§ **Problem**: Give back all the records exactly, keeping every line whole.

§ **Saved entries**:
# # # # # # #

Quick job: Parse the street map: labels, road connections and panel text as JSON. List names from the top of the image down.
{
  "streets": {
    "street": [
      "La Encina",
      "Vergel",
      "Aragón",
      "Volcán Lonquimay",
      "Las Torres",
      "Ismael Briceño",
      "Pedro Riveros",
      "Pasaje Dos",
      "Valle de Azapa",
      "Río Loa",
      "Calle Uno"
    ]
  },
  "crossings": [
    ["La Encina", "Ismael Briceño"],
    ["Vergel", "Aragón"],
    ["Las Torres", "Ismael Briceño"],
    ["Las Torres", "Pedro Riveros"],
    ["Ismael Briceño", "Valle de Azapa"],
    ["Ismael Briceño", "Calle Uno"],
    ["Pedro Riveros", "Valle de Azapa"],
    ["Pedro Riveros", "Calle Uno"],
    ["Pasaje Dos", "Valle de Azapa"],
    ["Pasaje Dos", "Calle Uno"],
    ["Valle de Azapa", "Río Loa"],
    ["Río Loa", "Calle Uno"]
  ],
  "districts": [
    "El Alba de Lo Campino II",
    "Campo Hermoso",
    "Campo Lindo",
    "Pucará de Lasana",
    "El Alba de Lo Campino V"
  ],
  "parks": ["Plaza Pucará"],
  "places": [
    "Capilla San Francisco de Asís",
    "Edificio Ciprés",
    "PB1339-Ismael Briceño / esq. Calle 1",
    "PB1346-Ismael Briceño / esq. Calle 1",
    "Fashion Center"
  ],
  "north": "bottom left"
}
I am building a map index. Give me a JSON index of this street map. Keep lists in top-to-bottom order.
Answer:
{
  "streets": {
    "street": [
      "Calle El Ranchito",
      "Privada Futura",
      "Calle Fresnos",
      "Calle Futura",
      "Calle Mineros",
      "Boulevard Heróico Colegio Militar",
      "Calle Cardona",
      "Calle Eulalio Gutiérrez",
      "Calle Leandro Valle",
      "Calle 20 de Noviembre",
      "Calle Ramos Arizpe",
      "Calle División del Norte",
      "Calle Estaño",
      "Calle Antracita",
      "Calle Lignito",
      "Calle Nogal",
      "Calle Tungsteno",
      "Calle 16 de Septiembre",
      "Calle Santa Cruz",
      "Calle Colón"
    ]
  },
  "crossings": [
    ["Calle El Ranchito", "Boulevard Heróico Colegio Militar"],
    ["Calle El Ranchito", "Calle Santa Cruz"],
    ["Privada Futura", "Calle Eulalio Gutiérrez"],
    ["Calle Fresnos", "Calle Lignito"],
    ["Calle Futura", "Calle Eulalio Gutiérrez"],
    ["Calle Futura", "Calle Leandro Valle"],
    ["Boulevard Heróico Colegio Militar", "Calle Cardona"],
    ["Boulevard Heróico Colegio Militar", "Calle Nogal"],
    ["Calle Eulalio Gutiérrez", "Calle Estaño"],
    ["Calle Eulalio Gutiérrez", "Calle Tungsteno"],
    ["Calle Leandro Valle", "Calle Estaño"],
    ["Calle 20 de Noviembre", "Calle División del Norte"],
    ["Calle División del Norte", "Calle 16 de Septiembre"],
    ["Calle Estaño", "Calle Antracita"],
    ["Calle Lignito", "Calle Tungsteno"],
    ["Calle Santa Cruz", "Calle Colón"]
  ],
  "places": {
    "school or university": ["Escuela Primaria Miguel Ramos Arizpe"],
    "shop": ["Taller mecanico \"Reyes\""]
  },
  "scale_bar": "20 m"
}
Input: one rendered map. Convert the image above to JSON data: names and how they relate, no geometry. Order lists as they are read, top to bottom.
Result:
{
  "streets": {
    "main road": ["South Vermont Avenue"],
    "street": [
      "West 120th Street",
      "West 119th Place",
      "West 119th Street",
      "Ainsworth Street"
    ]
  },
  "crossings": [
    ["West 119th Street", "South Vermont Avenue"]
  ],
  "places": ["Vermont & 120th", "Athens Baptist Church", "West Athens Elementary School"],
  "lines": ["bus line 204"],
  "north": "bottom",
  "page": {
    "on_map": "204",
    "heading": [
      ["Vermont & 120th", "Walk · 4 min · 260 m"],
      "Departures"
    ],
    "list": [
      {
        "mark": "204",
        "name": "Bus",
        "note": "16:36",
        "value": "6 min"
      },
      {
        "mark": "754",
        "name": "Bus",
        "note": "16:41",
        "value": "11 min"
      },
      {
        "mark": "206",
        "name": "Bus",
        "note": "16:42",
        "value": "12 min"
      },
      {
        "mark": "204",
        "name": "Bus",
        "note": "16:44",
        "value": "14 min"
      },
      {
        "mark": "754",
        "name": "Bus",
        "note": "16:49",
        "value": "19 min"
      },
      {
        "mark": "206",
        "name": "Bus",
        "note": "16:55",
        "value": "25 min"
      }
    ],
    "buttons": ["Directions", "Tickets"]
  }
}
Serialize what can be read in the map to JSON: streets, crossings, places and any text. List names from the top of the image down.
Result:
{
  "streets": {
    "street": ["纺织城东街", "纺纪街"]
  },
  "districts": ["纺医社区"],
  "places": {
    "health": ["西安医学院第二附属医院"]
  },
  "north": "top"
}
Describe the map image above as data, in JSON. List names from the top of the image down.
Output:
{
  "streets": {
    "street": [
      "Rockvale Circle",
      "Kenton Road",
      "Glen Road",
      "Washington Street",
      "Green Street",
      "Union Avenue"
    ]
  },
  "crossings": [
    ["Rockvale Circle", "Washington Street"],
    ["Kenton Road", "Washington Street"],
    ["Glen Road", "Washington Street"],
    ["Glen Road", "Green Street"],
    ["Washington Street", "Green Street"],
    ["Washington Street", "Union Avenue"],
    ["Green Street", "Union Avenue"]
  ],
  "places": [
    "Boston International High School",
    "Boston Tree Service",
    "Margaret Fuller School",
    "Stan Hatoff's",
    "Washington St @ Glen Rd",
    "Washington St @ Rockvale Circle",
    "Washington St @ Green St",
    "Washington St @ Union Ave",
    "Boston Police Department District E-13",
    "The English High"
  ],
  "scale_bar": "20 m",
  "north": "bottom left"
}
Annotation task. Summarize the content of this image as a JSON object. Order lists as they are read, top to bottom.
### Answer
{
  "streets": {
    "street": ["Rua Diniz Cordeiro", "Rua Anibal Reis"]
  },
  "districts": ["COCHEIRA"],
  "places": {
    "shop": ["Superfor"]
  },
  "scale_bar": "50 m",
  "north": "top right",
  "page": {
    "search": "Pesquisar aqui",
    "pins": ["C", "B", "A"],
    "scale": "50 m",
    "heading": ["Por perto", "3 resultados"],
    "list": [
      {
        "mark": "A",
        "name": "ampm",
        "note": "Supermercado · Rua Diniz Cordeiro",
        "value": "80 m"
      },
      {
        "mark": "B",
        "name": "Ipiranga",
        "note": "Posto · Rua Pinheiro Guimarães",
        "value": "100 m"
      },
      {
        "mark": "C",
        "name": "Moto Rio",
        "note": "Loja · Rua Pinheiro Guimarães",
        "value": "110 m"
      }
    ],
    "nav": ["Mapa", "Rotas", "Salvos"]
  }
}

# # # # # # #

§ **Completed task**:
Quick job: Parse the street map: labels, road connections and panel text as JSON. List names from the top of the image down.
{
  "streets": {
    "street": [
      "La Encina",
      "Vergel",
      "Aragón",
      "Volcán Lonquimay",
      "Las Torres",
      "Ismael Briceño",
      "Pedro Riveros",
      "Pasaje Dos",
      "Valle de Azapa",
      "Río Loa",
      "Calle Uno"
    ]
  },
  "crossings": [
    ["La Encina", "Ismael Briceño"],
    ["Vergel", "Aragón"],
    ["Las Torres", "Ismael Briceño"],
    ["Las Torres", "Pedro Riveros"],
    ["Ismael Briceño", "Valle de Azapa"],
    ["Ismael Briceño", "Calle Uno"],
    ["Pedro Riveros", "Valle de Azapa"],
    ["Pedro Riveros", "Calle Uno"],
    ["Pasaje Dos", "Valle de Azapa"],
    ["Pasaje Dos", "Calle Uno"],
    ["Valle de Azapa", "Río Loa"],
    ["Río Loa", "Calle Uno"]
  ],
  "districts": [
    "El Alba de Lo Campino II",
    "Campo Hermoso",
    "Campo Lindo",
    "Pucará de Lasana",
    "El Alba de Lo Campino V"
  ],
  "parks": ["Plaza Pucará"],
  "places": [
    "Capilla San Francisco de Asís",
    "Edificio Ciprés",
    "PB1339-Ismael Briceño / esq. Calle 1",
    "PB1346-Ismael Briceño / esq. Calle 1",
    "Fashion Center"
  ],
  "north": "bottom left"
}
I am building a map index. Give me a JSON index of this street map. Keep lists in top-to-bottom order.
Answer:
{
  "streets": {
    "street": [
      "Calle El Ranchito",
      "Privada Futura",
      "Calle Fresnos",
      "Calle Futura",
      "Calle Mineros",
      "Boulevard Heróico Colegio Militar",
      "Calle Cardona",
      "Calle Eulalio Gutiérrez",
      "Calle Leandro Valle",
      "Calle 20 de Noviembre",
      "Calle Ramos Arizpe",
      "Calle División del Norte",
      "Calle Estaño",
      "Calle Antracita",
      "Calle Lignito",
      "Calle Nogal",
      "Calle Tungsteno",
      "Calle 16 de Septiembre",
      "Calle Santa Cruz",
      "Calle Colón"
    ]
  },
  "crossings": [
    ["Calle El Ranchito", "Boulevard Heróico Colegio Militar"],
    ["Calle El Ranchito", "Calle Santa Cruz"],
    ["Privada Futura", "Calle Eulalio Gutiérrez"],
    ["Calle Fresnos", "Calle Lignito"],
    ["Calle Futura", "Calle Eulalio Gutiérrez"],
    ["Calle Futura", "Calle Leandro Valle"],
    ["Boulevard Heróico Colegio Militar", "Calle Cardona"],
    ["Boulevard Heróico Colegio Militar", "Calle Nogal"],
    ["Calle Eulalio Gutiérrez", "Calle Estaño"],
    ["Calle Eulalio Gutiérrez", "Calle Tungsteno"],
    ["Calle Leandro Valle", "Calle Estaño"],
    ["Calle 20 de Noviembre", "Calle División del Norte"],
    ["Calle División del Norte", "Calle 16 de Septiembre"],
    ["Calle Estaño", "Calle Antracita"],
    ["Calle Lignito", "Calle Tungsteno"],
    ["Calle Santa Cruz", "Calle Colón"]
  ],
  "places": {
    "school or university": ["Escuela Primaria Miguel Ramos Arizpe"],
    "shop": ["Taller mecanico \"Reyes\""]
  },
  "scale_bar": "20 m"
}
Input: one rendered map. Convert the image above to JSON data: names and how they relate, no geometry. Order lists as they are read, top to bottom.
Result:
{
  "streets": {
    "main road": ["South Vermont Avenue"],
    "street": [
      "West 120th Street",
      "West 119th Place",
      "West 119th Street",
      "Ainsworth Street"
    ]
  },
  "crossings": [
    ["West 119th Street", "South Vermont Avenue"]
  ],
  "places": ["Vermont & 120th", "Athens Baptist Church", "West Athens Elementary School"],
  "lines": ["bus line 204"],
  "north": "bottom",
  "page": {
    "on_map": "204",
    "heading": [
      ["Vermont & 120th", "Walk · 4 min · 260 m"],
      "Departures"
    ],
    "list": [
      {
        "mark": "204",
        "name": "Bus",
        "note": "16:36",
        "value": "6 min"
      },
      {
        "mark": "754",
        "name": "Bus",
        "note": "16:41",
        "value": "11 min"
      },
      {
        "mark": "206",
        "name": "Bus",
        "note": "16:42",
        "value": "12 min"
      },
      {
        "mark": "204",
        "name": "Bus",
        "note": "16:44",
        "value": "14 min"
      },
      {
        "mark": "754",
        "name": "Bus",
        "note": "16:49",
        "value": "19 min"
      },
      {
        "mark": "206",
        "name": "Bus",
        "note": "16:55",
        "value": "25 min"
      }
    ],
    "buttons": ["Directions", "Tickets"]
  }
}
Serialize what can be read in the map to JSON: streets, crossings, places and any text. List names from the top of the image down.
Result:
{
  "streets": {
    "street": ["纺织城东街", "纺纪街"]
  },
  "districts": ["纺医社区"],
  "places": {
    "health": ["西安医学院第二附属医院"]
  },
  "north": "top"
}
Describe the map image above as data, in JSON. List names from the top of the image down.
Output:
{
  "streets": {
    "street": [
      "Rockvale Circle",
      "Kenton Road",
      "Glen Road",
      "Washington Street",
      "Green Street",
      "Union Avenue"
    ]
  },
  "crossings": [
    ["Rockvale Circle", "Washington Street"],
    ["Kenton Road", "Washington Street"],
    ["Glen Road", "Washington Street"],
    ["Glen Road", "Green Street"],
    ["Washington Street", "Green Street"],
    ["Washington Street", "Union Avenue"],
    ["Green Street", "Union Avenue"]
  ],
  "places": [
    "Boston International High School",
    "Boston Tree Service",
    "Margaret Fuller School",
    "Stan Hatoff's",
    "Washington St @ Glen Rd",
    "Washington St @ Rockvale Circle",
    "Washington St @ Green St",
    "Washington St @ Union Ave",
    "Boston Police Department District E-13",
    "The English High"
  ],
  "scale_bar": "20 m",
  "north": "bottom left"
}
Annotation task. Summarize the content of this image as a JSON object. Order lists as they are read, top to bottom.
### Answer
{
  "streets": {
    "street": ["Rua Diniz Cordeiro", "Rua Anibal Reis"]
  },
  "districts": ["COCHEIRA"],
  "places": {
    "shop": ["Superfor"]
  },
  "scale_bar": "50 m",
  "north": "top right",
  "page": {
    "search": "Pesquisar aqui",
    "pins": ["C", "B", "A"],
    "scale": "50 m",
    "heading": ["Por perto", "3 resultados"],
    "list": [
      {
        "mark": "A",
        "name": "ampm",
        "note": "Supermercado · Rua Diniz Cordeiro",
        "value": "80 m"
      },
      {
        "mark": "B",
        "name": "Ipiranga",
        "note": "Posto · Rua Pinheiro Guimarães",
        "value": "100 m"
      },
      {
        "mark": "C",
        "name": "Moto Rio",
        "note": "Loja · Rua Pinheiro Guimarães",
        "value": "110 m"
      }
    ],
    "nav": ["Mapa", "Rotas", "Salvos"]
  }
}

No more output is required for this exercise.